そしてこれは、テレ東さんだけではないのです。

このように宇野さんの名前や写真を出さない不自然な報道を、ここ数年メディアはしてきています。


北京オリンピック後、更にそれは顕著になりました。

どう考えても意図的な報道の際は、それぞれのメディアのフォームから実名も電話番号もメアドも明記して、なぜ選手の名前を出すべきところ伏せるのか、私が記事のどこに違和感を感じるのか具体例を上げて質問してきましたが、約束されたものではないですが当然のことながら、一度も回答をいただいたことはありません。


羽生さんの現役引退の会見で、メディアがそれまでの選手にしてきたように「世代交代」と烙印を押すことがなかったのはこれからの選手のためにも良かったと思いましたが、

他スケーター、他選手にも、羽生さんに対するのと同じ敬意を向けてほしいと思います。


メディアが羽生さんを毎日繰り返し報道するのは、一般の人に向けたザイアンス効果(単純接触効果)を狙ってのことなのだろうと思っています。


※ザイアンス効果(単純接触効果)=何度も見たり聞いたりした物や人の好感度がだんだん上がっていく現象。心理学用語。


現役引退したプロである羽生さんは、各社メディアがまるでマネージャーのように手足となって、YouTube投稿のお知らせまでして宣伝役を買うのに、

これから本格シーズンを迎える現役選手は過小評価し、事実と異なる報道をしてまで無視するのはなぜなのでしょう。


Number1046号でも田村明子氏がパトリック・チャンさんの言葉を借りる形で、全日本王者がずっと羽生さんであり続けたと読者をミスリードする記事を書いています。


宇野さんが4年連続全日本王者であったこと、また現世界王者であることを、

一般の人がどれだけ知っているでしょうか。


今シーズン大活躍間違いなしの世界各国トップ選手が集結し、現世界王者宇野さんと現五輪王者ネイさんが貴重なコラボプログラムを滑ったザ・アイスというショーが、7月下旬に愛知、新潟、大阪と3ヶ所を巡ったことを知っている人はどれだけいるでしょうか。
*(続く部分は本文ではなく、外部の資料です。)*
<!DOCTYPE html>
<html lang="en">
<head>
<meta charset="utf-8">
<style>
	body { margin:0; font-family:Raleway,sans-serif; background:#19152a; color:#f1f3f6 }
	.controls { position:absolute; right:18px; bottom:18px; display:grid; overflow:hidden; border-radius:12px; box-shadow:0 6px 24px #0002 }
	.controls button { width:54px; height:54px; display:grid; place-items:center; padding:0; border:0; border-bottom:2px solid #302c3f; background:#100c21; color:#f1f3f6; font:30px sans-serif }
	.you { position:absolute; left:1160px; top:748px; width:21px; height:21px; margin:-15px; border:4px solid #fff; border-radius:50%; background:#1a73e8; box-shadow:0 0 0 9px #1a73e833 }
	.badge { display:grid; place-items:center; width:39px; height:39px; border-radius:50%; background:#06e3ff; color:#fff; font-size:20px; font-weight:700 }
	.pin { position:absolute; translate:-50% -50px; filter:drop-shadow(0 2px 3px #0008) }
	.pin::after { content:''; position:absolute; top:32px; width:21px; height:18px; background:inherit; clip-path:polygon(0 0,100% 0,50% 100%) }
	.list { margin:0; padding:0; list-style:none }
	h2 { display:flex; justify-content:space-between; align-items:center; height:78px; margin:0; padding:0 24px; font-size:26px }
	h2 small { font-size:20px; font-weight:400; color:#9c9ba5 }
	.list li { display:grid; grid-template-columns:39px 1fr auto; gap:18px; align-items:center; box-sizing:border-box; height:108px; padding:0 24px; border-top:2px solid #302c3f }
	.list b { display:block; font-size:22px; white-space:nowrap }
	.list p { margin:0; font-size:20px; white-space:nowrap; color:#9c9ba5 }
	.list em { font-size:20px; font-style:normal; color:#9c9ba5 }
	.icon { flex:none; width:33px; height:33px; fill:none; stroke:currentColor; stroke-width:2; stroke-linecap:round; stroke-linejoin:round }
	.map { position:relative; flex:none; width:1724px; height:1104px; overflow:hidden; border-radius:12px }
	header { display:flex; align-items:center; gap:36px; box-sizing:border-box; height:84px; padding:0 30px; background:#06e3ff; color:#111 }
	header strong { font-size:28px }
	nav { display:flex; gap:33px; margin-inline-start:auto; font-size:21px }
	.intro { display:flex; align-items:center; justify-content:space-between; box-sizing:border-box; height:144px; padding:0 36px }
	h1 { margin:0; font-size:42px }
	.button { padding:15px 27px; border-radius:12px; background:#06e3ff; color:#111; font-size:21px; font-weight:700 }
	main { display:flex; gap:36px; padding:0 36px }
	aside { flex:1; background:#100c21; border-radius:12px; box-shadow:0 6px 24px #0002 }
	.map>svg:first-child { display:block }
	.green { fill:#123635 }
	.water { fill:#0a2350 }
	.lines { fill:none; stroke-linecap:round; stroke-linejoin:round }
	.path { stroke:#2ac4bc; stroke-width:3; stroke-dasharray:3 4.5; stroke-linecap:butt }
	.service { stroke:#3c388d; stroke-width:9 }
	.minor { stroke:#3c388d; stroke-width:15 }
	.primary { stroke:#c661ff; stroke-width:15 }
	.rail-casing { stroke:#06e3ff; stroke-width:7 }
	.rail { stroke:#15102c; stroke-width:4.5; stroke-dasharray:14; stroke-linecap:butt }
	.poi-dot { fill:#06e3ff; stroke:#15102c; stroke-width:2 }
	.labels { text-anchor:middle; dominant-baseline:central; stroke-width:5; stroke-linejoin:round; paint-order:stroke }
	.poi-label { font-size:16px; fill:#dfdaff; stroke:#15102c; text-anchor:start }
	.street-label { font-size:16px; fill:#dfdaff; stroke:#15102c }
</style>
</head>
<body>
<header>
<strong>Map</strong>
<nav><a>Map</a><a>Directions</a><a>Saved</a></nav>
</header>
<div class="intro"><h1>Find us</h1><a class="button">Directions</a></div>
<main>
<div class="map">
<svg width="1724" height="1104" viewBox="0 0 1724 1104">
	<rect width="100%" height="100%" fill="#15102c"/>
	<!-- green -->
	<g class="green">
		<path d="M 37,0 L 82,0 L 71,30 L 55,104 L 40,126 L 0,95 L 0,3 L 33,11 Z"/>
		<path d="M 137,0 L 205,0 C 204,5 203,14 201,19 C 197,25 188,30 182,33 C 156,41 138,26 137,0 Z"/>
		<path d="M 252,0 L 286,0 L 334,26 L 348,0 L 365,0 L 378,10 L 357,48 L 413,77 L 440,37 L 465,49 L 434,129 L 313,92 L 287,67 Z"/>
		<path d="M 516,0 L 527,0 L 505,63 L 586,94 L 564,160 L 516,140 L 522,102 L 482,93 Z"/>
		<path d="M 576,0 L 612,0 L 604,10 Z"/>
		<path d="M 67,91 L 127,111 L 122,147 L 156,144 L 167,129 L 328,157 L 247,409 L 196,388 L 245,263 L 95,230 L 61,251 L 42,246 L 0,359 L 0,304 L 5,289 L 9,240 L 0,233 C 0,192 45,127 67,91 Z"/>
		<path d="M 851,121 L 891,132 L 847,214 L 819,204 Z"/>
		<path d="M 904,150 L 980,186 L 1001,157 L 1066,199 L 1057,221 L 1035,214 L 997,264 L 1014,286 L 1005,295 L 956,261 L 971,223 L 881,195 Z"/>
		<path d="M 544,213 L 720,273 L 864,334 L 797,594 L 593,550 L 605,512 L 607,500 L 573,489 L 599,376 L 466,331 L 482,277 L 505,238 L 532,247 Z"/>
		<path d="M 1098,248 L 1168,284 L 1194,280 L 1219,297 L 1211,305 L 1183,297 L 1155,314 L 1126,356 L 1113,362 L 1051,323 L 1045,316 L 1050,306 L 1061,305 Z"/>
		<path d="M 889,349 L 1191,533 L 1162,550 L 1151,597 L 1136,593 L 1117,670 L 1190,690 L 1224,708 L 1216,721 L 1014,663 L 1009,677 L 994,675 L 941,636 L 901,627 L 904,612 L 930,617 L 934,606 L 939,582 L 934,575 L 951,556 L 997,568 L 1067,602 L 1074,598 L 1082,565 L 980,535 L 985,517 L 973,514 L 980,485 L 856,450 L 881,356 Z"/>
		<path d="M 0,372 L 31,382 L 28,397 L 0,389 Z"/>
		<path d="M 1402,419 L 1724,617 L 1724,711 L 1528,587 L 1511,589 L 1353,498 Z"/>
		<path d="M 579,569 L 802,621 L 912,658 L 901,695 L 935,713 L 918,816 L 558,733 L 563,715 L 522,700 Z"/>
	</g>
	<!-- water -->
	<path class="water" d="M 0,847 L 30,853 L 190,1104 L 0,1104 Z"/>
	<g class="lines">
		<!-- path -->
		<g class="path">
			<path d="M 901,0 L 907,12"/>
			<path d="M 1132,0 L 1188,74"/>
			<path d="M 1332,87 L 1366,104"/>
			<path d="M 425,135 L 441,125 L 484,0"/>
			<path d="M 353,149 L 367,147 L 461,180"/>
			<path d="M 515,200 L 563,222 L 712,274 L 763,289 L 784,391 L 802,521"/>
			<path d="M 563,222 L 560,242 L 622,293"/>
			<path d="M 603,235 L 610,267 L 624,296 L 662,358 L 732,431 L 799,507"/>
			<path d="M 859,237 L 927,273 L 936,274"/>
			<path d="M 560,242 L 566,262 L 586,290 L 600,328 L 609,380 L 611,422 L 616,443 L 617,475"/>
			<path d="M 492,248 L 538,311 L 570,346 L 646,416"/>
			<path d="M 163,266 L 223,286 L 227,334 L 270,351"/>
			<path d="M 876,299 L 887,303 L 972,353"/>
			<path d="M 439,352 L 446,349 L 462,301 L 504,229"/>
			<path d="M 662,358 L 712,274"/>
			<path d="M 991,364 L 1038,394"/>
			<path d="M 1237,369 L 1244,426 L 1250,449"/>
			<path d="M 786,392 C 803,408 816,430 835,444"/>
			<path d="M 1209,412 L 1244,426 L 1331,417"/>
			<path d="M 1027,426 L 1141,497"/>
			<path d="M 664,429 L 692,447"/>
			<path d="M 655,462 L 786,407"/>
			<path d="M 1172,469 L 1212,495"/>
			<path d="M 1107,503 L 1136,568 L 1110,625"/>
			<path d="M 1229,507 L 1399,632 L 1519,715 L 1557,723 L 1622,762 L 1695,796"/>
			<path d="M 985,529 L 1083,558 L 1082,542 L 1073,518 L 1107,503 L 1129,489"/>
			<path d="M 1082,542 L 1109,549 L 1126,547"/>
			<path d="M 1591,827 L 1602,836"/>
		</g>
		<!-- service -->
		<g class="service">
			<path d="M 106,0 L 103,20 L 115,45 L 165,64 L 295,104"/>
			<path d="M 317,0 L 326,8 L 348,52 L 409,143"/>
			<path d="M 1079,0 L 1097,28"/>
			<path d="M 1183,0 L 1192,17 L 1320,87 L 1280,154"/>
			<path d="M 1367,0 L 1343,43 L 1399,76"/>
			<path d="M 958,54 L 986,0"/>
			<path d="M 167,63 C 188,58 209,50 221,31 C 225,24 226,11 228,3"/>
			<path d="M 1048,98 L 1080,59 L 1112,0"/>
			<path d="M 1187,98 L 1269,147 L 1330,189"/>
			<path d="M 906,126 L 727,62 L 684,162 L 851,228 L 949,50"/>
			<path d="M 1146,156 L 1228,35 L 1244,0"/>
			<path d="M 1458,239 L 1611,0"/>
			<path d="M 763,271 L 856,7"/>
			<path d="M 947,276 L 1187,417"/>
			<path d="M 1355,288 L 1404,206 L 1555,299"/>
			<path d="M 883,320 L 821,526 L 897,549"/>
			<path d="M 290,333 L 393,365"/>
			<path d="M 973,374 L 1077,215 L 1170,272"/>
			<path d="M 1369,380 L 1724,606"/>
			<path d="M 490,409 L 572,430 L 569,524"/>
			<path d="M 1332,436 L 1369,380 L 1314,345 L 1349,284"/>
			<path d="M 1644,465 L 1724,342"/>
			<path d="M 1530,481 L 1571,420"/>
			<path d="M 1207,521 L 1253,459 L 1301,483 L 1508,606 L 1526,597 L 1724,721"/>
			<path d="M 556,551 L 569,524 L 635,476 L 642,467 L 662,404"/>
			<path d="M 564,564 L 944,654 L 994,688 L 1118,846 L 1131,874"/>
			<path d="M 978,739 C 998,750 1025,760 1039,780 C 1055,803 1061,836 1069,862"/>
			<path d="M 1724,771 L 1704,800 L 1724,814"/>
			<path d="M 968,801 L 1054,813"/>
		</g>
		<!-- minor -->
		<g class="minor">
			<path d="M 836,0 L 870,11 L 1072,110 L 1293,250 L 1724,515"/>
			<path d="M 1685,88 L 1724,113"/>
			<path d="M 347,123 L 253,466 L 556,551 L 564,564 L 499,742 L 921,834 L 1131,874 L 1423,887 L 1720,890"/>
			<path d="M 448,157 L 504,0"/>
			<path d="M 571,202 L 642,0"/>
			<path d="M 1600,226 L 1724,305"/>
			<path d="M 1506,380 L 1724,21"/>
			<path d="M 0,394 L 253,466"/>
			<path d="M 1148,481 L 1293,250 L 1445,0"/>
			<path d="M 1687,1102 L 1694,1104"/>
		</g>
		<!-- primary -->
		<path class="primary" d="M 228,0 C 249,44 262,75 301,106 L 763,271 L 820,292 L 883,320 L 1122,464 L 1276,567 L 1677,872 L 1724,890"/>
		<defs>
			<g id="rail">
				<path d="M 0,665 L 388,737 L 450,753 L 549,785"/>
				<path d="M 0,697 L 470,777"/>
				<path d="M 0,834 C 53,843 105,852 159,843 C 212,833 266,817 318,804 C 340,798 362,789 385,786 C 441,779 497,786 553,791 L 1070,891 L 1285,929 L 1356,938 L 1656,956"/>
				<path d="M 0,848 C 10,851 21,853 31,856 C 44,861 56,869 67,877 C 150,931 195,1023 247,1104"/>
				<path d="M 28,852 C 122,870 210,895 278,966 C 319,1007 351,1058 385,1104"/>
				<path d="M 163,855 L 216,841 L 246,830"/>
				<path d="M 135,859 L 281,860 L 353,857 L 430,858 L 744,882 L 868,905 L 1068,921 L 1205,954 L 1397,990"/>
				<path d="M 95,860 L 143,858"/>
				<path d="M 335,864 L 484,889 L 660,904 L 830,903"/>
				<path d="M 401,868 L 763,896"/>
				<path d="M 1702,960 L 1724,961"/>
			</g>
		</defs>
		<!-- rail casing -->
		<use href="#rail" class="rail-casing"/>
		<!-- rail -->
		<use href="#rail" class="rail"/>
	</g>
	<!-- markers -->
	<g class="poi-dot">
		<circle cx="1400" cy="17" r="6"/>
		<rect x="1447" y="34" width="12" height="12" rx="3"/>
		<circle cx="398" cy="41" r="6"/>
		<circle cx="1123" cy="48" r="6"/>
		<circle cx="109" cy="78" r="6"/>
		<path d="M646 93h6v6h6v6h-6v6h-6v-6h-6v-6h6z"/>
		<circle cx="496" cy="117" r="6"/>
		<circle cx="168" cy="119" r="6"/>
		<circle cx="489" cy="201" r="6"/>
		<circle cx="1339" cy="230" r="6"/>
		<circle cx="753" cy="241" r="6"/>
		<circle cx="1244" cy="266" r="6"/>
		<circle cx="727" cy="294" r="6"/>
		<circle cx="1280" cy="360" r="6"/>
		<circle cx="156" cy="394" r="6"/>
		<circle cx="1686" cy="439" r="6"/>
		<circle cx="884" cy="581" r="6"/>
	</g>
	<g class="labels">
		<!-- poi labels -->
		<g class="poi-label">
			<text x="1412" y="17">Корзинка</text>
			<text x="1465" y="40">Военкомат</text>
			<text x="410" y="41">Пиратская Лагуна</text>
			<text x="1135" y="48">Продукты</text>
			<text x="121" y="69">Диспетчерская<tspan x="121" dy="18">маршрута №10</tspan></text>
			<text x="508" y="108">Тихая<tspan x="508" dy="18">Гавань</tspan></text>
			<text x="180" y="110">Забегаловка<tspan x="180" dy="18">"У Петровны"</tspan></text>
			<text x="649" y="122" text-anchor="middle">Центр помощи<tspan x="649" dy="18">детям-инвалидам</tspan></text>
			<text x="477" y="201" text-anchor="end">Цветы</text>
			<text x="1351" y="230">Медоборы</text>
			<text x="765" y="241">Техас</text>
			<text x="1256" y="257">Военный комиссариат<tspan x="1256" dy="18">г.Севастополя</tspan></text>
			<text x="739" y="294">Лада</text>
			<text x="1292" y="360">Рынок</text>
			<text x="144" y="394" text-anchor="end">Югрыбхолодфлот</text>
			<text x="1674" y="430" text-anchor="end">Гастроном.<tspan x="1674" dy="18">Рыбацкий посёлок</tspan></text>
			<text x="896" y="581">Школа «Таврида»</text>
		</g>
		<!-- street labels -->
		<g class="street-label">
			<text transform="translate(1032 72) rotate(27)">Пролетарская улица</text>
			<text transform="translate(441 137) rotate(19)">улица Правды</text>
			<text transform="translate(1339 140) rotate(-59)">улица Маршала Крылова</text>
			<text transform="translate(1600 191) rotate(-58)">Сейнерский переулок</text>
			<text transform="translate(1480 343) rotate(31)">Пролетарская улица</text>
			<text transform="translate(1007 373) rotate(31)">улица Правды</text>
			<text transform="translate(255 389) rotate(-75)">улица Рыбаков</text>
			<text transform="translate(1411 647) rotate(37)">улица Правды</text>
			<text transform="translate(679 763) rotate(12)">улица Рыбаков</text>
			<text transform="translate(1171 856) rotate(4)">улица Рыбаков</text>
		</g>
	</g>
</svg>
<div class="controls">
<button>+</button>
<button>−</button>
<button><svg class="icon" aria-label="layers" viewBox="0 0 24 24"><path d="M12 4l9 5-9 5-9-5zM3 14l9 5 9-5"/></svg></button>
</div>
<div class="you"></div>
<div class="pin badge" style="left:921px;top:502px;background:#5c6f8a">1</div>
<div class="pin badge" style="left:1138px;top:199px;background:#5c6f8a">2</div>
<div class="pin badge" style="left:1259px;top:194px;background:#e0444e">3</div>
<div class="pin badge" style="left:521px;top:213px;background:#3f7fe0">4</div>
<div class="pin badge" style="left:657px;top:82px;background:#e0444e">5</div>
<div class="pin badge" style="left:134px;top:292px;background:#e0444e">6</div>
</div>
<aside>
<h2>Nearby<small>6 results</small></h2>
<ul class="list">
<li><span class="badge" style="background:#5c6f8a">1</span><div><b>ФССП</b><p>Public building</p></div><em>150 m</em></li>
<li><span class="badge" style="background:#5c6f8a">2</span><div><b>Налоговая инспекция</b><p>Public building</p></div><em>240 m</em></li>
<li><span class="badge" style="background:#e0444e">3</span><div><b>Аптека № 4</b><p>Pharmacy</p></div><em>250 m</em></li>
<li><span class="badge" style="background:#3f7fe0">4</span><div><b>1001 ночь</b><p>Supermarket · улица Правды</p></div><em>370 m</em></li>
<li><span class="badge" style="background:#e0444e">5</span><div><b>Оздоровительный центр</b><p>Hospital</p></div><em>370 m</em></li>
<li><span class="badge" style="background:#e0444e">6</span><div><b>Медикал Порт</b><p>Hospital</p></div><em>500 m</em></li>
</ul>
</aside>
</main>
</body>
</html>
報道されなければフィギュアスケートの裾野は広がりません。

ライトな視聴者の目に触れる機会がなければ、新規にファンを獲得できません。


フィギュア界の現世界王者であり、オリンピック2大会で日本人最多となる3個のメダル獲得者である宇野さん、北京オリンピックでフィギュア日本人最高位の銀メダルを獲り、世界選手権でも銀メダルで宇野さんとワンツーを飾った鍵山さんがいるのにも関わらず、「後進が育っていない」と言い放ったメディアもあります。

これ以上ないほど、育っていますよね?

後進が世界のトップで活躍していることを殊更に隠そうとするのは、なぜなのでしょう。


男子フィギュアが成績を出していたら何か羽生さんに都合の悪いことがあるわけでもないでしょうに。

なぜ事実を報道できないのでしょう。

後進が結果を出している今、アイスショーや試合を地上波で放送しなくて、いつフィギュアスケートを盛り上げるのでしょう。


現役選手の頑張った経過、結果が報道されなければ、フィギュアスケートは競技として衰退してしまいます。

悪循環の始まりです。


また、AKBの総選挙のようなことをしてアスリートをアイドルのように扱い人気投票をさせるのは、何か選手の真摯な演技を消費の道具にしているように思えて、まだフィギュアはメディアにそんな扱いをされてしまうのかと、そういうところでもガッカリします。


どの選手の演技も、唯一無二です。

テレ東さんが選んだ名場面以外にも、心打たれた選手もシーンも、数えきれないくらいあります。

そして感動は、他と比べて優劣をつけられるものではない。

この企画をすることに、何の意義があるのでしょうか。


メディアの方々には、もっとフィギュアスケーターと選手とスポーツ報道としてのフィギュアスケートに、敬意を持ってくださることを切に望みます。


ブログ記事のシェアをありがとうございました。